-- Problem requirements --
For this exercise, transcribe all of the records exactly as given.

-- Data for analysis --
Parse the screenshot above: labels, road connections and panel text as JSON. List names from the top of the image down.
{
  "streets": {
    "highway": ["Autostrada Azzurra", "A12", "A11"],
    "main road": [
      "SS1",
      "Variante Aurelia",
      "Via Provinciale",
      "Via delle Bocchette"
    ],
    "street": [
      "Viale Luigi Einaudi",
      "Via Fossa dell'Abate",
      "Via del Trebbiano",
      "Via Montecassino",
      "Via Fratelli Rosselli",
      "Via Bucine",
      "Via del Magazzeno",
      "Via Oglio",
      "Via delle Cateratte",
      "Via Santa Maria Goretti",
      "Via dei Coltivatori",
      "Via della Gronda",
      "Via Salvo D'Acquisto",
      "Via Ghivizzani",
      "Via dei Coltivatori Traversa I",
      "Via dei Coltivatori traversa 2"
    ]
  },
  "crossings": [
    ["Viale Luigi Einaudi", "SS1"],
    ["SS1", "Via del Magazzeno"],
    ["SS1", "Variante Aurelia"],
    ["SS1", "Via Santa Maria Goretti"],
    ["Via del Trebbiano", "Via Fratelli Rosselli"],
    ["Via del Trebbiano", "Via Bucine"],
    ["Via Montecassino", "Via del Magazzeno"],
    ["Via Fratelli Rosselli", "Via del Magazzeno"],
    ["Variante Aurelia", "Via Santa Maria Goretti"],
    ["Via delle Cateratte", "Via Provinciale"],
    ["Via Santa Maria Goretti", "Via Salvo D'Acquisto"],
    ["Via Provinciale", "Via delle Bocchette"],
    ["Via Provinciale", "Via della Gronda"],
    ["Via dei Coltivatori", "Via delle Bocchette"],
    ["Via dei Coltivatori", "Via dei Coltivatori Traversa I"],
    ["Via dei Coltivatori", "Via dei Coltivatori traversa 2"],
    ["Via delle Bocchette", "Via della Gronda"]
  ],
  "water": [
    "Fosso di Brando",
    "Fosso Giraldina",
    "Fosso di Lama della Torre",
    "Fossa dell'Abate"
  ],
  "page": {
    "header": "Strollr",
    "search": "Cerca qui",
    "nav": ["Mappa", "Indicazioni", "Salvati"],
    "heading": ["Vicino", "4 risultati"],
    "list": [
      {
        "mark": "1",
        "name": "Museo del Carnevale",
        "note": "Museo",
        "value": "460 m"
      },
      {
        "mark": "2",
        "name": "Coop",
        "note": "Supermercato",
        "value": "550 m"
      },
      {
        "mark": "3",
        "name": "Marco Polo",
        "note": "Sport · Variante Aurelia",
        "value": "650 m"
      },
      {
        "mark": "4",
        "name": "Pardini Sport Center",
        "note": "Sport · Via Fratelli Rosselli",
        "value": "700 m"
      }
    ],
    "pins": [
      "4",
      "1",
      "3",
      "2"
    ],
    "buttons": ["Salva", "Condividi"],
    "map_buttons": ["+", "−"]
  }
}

-- Answer --
Parse the screenshot above: labels, road connections and panel text as JSON. List names from the top of the image down.
{
  "streets": {
    "highway": ["Autostrada Azzurra", "A12", "A11"],
    "main road": [
      "SS1",
      "Variante Aurelia",
      "Via Provinciale",
      "Via delle Bocchette"
    ],
    "street": [
      "Viale Luigi Einaudi",
      "Via Fossa dell'Abate",
      "Via del Trebbiano",
      "Via Montecassino",
      "Via Fratelli Rosselli",
      "Via Bucine",
      "Via del Magazzeno",
      "Via Oglio",
      "Via delle Cateratte",
      "Via Santa Maria Goretti",
      "Via dei Coltivatori",
      "Via della Gronda",
      "Via Salvo D'Acquisto",
      "Via Ghivizzani",
      "Via dei Coltivatori Traversa I",
      "Via dei Coltivatori traversa 2"
    ]
  },
  "crossings": [
    ["Viale Luigi Einaudi", "SS1"],
    ["SS1", "Via del Magazzeno"],
    ["SS1", "Variante Aurelia"],
    ["SS1", "Via Santa Maria Goretti"],
    ["Via del Trebbiano", "Via Fratelli Rosselli"],
    ["Via del Trebbiano", "Via Bucine"],
    ["Via Montecassino", "Via del Magazzeno"],
    ["Via Fratelli Rosselli", "Via del Magazzeno"],
    ["Variante Aurelia", "Via Santa Maria Goretti"],
    ["Via delle Cateratte", "Via Provinciale"],
    ["Via Santa Maria Goretti", "Via Salvo D'Acquisto"],
    ["Via Provinciale", "Via delle Bocchette"],
    ["Via Provinciale", "Via della Gronda"],
    ["Via dei Coltivatori", "Via delle Bocchette"],
    ["Via dei Coltivatori", "Via dei Coltivatori Traversa I"],
    ["Via dei Coltivatori", "Via dei Coltivatori traversa 2"],
    ["Via delle Bocchette", "Via della Gronda"]
  ],
  "water": [
    "Fosso di Brando",
    "Fosso Giraldina",
    "Fosso di Lama della Torre",
    "Fossa dell'Abate"
  ],
  "page": {
    "header": "Strollr",
    "search": "Cerca qui",
    "nav": ["Mappa", "Indicazioni", "Salvati"],
    "heading": ["Vicino", "4 risultati"],
    "list": [
      {
        "mark": "1",
        "name": "Museo del Carnevale",
        "note": "Museo",
        "value": "460 m"
      },
      {
        "mark": "2",
        "name": "Coop",
        "note": "Supermercato",
        "value": "550 m"
      },
      {
        "mark": "3",
        "name": "Marco Polo",
        "note": "Sport · Variante Aurelia",
        "value": "650 m"
      },
      {
        "mark": "4",
        "name": "Pardini Sport Center",
        "note": "Sport · Via Fratelli Rosselli",
        "value": "700 m"
      }
    ],
    "pins": [
      "4",
      "1",
      "3",
      "2"
    ],
    "buttons": ["Salva", "Condividi"],
    "map_buttons": ["+", "−"]
  }
}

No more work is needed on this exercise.